Juízes assessores e secretários participaram da encontro, que contou também com a presença das desembargadoras Joanice Guimarães e Nágila Brito e da assesora-chefe do conselheiro Valdetário, Jordana Lima.

“Uma das ideias que nos motivaram a vir à Bahia é conhecer o processo de capacitação da Unicorp. O CNJ precisa identificar boas medidas, medidas importantes para o desenvolvimento do Poder Judiciário e multiplicá-las Brasil afora”, explicou o conselheiro.

“Gostamos muito do que vimos aqui, eu e o conselheiro André Goldinho, de modo que podemos levar ao conhecimento do colegiado e, na primeira oportunidade que tivermos, multiplicar isso em outros tribunais que precisam desse conhecimento”, completou.

“A principal avaliação que podemos fazer, depois de uma apresentação tão densa de tanto conteúdo, é que a Unicorp é um dos principais braços do Tribunal de Justiça para alcançar a capacitação dos servidores e a partir daí ter muitos avanços em relação à prestação jurisdicional e, nesse contexto, também atender às orientações e as metas traçadas em conjunto com o Conselho Nacional de Justiça”, afirmou o conselheiro André Godinho.

“Acredito que deve ser a melhor sede, a melhor estrutura de uma universidade corporativa de Tribunal. A equipe técnica mostrou capacidade e avanço perceptivo em todos os indicadores da gestão que se finda agora no próximo dia 31 de janeiro, mas que deixa um legado extraordinário para toda a população, toda a cidadania, toda advocacia, magistratura, toda a família judiciária no modo geral”, ressaltou.

Capacitação – As apresentações duraram cerca de duas horas, com cada setor explanando sobre os processos de capacitação utilizados durante os dois ano de administração.

A juíza Marielza Brandão, titular da Assessoria Especial da Presidência para Assuntos Institucionais, à qual está vinculada a Unicorp, mostrou as estratégias utilizadas para o desenvolvimento das atividades.

Em seguida, o portifólio de capacitações promovidas ao longo das gestão foi exibido pela secretaria-geral da Unicorp, Joana Pinheiro. Quase 45 mil cursos foram ministrados entre fevereiro de 2016 e janeiro de 2018.

“A gestão também teve uma atenção especial para a área penal”, disse a desembargadora Joanice Guimarães, coordenadora do Núcleo de Justiça Restaurativa no Segundo Grau do TJBA, que explicou todo o processo de capacitação para magistrados, servidores e equipe multidisciplinar.

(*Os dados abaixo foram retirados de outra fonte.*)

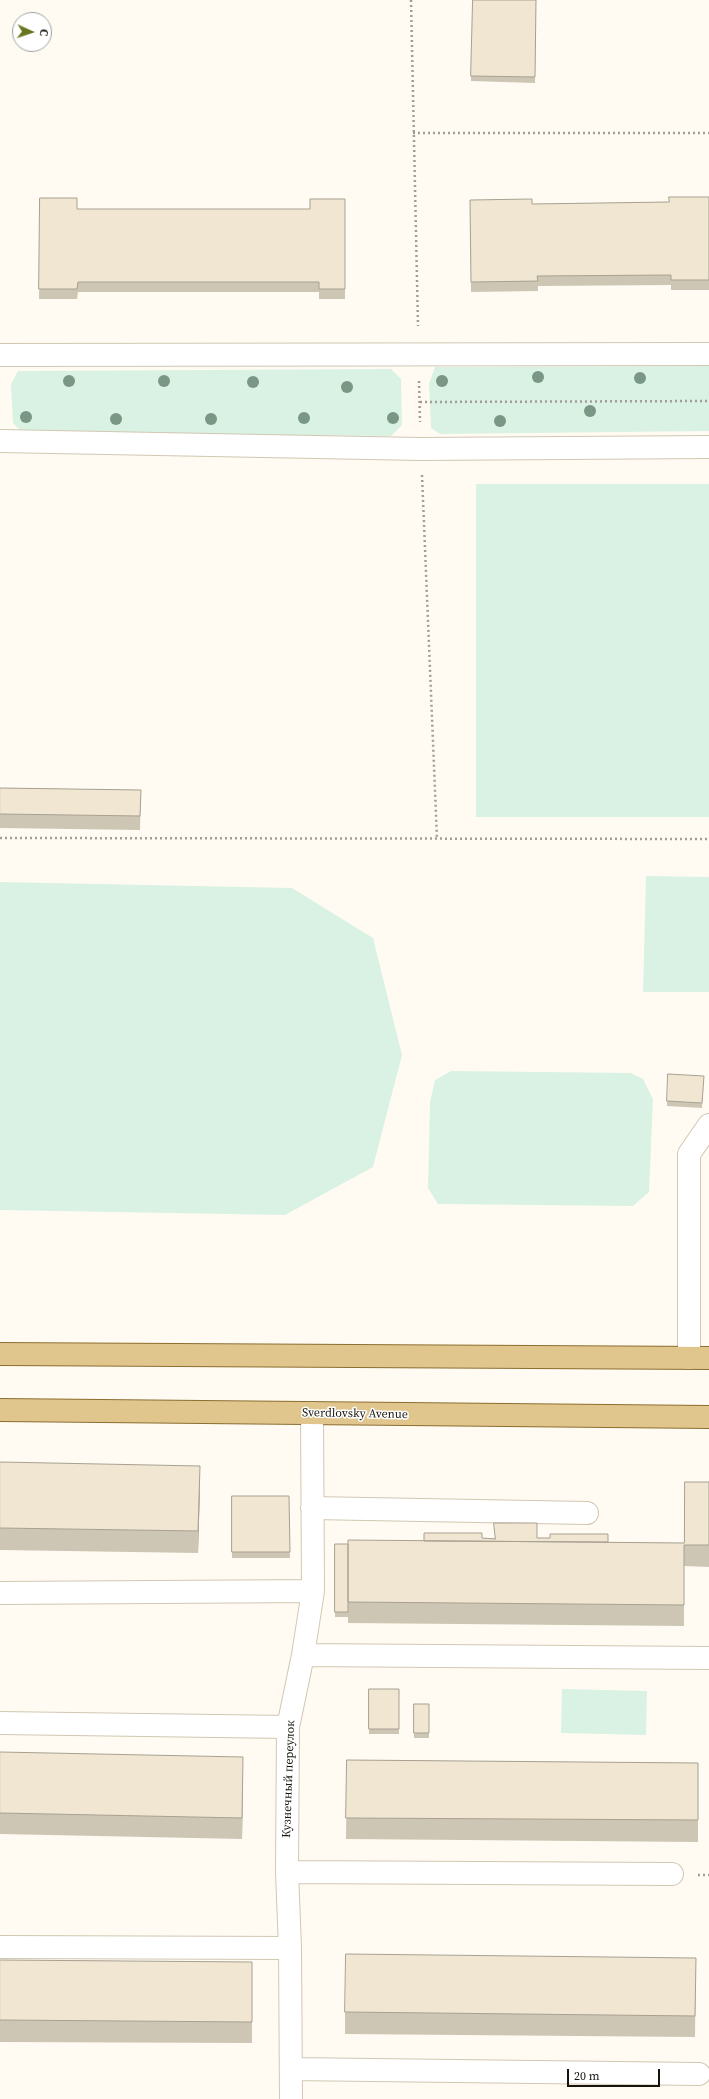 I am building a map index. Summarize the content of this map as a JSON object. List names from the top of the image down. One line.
{"streets":{"main road":["Sverdlovsky Avenue"],"street":["Кузнечный переулок"]},"crossings":[["Sverdlovsky Avenue","Кузнечный переулок"]],"scale_bar":"20 m","north":"right"}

Os cursos promovidos para a instalação dos Centros Judiciários de Solução Consensual de Conflitos (Cejusc) também ganharam destaque. A servidora Gabriela Garcia lembrou das 39 unidades inauguradas a partir de parcerias com prefeituras, universidades e organizações não governamentais.

Orgulho – Na sequência, a juíza Júnia Dias, do 3° Cartório Integrado, falou sobre o êxito do projeto, que reúne cinco varas em um único espaço, com distribuição especializada de tarefas para os servidores. “Em 18 anos de magistratura esse é um projeto que fez palpitar meu coração”, afirmou. “Tenho muito orgulho em fazer parte dele”.

“É um avanço enorme na prestação jurisdicional e estamos muito felizes”, ratificou o sentimento dos magistrados a magistrada Rita de Cássia Ramos, juíza corregedora do primeiro cartório integrado, instalado em agosto de 2016.

O Cadastrar Melhor, que capacita servidores para o correto cadastramento de processos, foi apresentado pelo juiz Sadraque Rios, que coordena o projeto. “Há uma grande deficiência de informações processuais e nosso objetivo é consolidar uma rotina de cadastramento de processos, em ações iniciais e intermediárias”, explicou.

A implantação do Processo Judicial Eletrônico (PJe) no 2º Grau chamou a atenção do conselheiro Valdetário Monteiro. O juiz Raimundo Braga, que coordena os trabalhos, afirmou que o sistema “tem vocação para, em breve, ser o processo único do Tribunal de Justiça da Bahia.

O secretário de Tecnologia, Leandro Sady, ratificou as informações e fez relato dos projetos desenvolvidos pelo setor.

Já a desembargadora Nágila Brito agradeceu o apoio prestado pela Universidade Corporativa nas ações desenvolvidas pela Coordenadoria da Mulher, principalmente durante as Semanas de Justiça pela Paz em Casa. “Teremos a próxima Semana de 5 a 9 de março e já estamos mobilizados”, afirmou.

Por fim, a capitã Cidreira discorreu sobre o curso de Segurança para Magistrados, ministrado com técnicas sobre gerenciamento de crise e defesa pessoal, dentre outros.